WORK ITEM
Copy out every line holding the string "Convert" from the records below.

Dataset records

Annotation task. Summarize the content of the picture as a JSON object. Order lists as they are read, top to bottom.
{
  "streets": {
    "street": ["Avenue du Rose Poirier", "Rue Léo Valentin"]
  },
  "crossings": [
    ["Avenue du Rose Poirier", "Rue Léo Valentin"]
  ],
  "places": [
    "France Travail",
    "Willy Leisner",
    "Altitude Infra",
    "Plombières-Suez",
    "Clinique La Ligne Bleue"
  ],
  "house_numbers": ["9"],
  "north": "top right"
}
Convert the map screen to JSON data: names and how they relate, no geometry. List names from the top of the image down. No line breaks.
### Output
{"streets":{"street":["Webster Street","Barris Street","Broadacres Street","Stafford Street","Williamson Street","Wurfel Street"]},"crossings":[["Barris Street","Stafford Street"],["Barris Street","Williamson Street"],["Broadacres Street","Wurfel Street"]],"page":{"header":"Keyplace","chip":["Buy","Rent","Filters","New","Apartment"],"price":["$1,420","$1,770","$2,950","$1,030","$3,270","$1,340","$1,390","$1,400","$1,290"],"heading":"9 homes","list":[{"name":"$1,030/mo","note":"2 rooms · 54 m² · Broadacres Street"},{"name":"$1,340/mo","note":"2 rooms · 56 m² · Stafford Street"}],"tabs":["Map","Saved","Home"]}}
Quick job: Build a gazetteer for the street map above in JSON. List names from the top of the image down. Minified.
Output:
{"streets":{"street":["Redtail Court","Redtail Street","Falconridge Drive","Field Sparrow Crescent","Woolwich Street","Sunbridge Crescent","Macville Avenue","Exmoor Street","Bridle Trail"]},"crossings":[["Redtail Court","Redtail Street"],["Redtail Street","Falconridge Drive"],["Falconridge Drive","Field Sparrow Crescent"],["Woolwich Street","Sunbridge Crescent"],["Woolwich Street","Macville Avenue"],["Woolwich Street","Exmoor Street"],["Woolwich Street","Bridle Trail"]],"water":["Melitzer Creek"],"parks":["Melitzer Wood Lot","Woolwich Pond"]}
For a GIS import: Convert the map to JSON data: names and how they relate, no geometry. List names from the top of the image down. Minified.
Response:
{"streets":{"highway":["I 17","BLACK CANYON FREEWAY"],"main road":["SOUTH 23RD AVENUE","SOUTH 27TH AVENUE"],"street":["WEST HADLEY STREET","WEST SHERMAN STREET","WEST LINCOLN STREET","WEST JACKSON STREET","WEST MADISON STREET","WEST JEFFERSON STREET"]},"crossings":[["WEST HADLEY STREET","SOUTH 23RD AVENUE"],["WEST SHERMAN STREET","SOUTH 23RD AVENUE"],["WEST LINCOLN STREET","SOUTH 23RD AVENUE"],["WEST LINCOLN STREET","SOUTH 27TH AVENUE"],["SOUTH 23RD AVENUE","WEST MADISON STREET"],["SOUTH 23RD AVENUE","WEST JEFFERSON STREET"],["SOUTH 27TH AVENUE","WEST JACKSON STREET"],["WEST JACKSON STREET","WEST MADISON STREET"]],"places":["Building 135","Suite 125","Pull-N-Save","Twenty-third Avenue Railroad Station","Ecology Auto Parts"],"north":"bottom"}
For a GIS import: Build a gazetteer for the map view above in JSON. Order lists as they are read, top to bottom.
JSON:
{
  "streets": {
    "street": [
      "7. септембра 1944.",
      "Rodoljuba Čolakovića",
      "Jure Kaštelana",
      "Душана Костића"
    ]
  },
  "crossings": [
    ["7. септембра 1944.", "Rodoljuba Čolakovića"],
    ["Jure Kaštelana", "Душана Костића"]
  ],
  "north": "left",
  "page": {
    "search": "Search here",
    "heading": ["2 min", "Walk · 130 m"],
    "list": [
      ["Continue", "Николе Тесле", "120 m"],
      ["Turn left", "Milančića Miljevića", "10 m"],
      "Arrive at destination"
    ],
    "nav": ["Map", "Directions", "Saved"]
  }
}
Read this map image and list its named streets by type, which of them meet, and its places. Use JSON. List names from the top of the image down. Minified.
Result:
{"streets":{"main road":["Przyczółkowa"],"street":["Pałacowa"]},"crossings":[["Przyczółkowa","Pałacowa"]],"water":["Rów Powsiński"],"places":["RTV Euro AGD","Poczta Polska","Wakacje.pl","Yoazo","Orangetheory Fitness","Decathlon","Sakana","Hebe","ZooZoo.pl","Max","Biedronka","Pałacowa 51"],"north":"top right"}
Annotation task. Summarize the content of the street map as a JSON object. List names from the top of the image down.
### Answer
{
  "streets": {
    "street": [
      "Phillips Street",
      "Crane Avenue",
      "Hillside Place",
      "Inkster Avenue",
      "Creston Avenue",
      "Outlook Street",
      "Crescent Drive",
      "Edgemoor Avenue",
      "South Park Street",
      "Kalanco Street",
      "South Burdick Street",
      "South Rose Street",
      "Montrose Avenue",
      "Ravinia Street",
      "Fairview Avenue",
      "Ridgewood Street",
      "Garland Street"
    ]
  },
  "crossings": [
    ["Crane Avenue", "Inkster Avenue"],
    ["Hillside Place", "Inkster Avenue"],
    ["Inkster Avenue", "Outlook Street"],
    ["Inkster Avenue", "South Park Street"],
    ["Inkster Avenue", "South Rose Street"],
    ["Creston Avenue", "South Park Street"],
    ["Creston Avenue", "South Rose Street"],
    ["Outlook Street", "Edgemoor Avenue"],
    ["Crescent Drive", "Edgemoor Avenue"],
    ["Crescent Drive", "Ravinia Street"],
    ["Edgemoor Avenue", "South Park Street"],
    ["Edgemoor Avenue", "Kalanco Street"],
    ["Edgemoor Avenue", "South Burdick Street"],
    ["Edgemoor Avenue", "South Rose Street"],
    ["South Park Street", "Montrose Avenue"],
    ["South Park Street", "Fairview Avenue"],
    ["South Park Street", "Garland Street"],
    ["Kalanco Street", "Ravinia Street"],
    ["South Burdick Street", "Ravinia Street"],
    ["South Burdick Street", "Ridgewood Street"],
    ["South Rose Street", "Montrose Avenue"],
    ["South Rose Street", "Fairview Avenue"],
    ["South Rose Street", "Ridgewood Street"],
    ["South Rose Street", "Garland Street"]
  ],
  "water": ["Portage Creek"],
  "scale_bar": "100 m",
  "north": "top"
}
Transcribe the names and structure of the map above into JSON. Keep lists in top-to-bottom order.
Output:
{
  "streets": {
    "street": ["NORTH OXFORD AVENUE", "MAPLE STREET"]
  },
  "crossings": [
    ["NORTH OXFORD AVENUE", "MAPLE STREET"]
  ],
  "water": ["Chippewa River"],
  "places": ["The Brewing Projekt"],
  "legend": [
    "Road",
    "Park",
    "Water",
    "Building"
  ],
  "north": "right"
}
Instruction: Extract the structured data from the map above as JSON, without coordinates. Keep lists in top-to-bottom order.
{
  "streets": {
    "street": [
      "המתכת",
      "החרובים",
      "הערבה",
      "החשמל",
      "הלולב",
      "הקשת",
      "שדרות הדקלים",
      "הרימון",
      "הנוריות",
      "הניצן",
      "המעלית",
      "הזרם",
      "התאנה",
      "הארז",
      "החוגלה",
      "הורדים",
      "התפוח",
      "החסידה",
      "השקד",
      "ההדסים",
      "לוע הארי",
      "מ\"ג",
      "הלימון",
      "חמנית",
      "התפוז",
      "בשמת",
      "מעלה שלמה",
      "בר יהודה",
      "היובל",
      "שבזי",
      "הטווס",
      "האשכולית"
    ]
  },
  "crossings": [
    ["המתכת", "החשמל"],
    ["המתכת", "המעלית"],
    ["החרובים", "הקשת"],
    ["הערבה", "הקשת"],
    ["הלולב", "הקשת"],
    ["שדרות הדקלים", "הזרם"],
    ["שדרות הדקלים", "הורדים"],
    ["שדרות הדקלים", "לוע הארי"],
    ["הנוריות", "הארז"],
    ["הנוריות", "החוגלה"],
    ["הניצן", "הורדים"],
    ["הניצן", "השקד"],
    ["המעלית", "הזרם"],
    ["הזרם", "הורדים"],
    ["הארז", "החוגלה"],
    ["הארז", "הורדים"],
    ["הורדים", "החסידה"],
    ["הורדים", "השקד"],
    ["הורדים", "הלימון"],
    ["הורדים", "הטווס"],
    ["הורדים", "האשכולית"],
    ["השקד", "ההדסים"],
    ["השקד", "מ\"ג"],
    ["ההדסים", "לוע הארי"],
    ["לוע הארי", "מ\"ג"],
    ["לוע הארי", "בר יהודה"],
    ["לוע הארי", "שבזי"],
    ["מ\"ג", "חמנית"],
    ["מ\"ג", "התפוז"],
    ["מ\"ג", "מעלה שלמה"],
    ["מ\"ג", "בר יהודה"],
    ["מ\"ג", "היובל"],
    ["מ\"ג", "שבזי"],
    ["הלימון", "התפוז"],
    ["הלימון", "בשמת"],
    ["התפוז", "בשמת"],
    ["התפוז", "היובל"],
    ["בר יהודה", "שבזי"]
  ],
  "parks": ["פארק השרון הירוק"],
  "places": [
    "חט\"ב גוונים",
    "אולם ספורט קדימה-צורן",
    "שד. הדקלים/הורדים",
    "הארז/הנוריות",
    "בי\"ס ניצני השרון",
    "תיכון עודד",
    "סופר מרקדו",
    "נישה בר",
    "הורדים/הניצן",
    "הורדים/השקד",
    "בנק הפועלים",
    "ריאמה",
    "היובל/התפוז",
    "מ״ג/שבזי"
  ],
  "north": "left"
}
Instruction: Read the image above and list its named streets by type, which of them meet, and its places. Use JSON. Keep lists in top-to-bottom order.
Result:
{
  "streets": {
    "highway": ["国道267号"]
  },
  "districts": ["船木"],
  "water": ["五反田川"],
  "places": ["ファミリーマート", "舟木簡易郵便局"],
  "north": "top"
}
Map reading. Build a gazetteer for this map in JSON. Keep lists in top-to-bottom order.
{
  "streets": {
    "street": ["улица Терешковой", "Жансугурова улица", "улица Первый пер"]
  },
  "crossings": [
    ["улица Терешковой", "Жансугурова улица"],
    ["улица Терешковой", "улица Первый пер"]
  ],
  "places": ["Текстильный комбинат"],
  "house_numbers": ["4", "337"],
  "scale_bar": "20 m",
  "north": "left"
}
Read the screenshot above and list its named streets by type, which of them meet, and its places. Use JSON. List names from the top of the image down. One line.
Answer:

WRITTEN RESPONSE
Convert the map screen to JSON data: names and how they relate, no geometry. List names from the top of the image down. No line breaks.
For a GIS import: Convert the map to JSON data: names and how they relate, no geometry. List names from the top of the image down. Minified.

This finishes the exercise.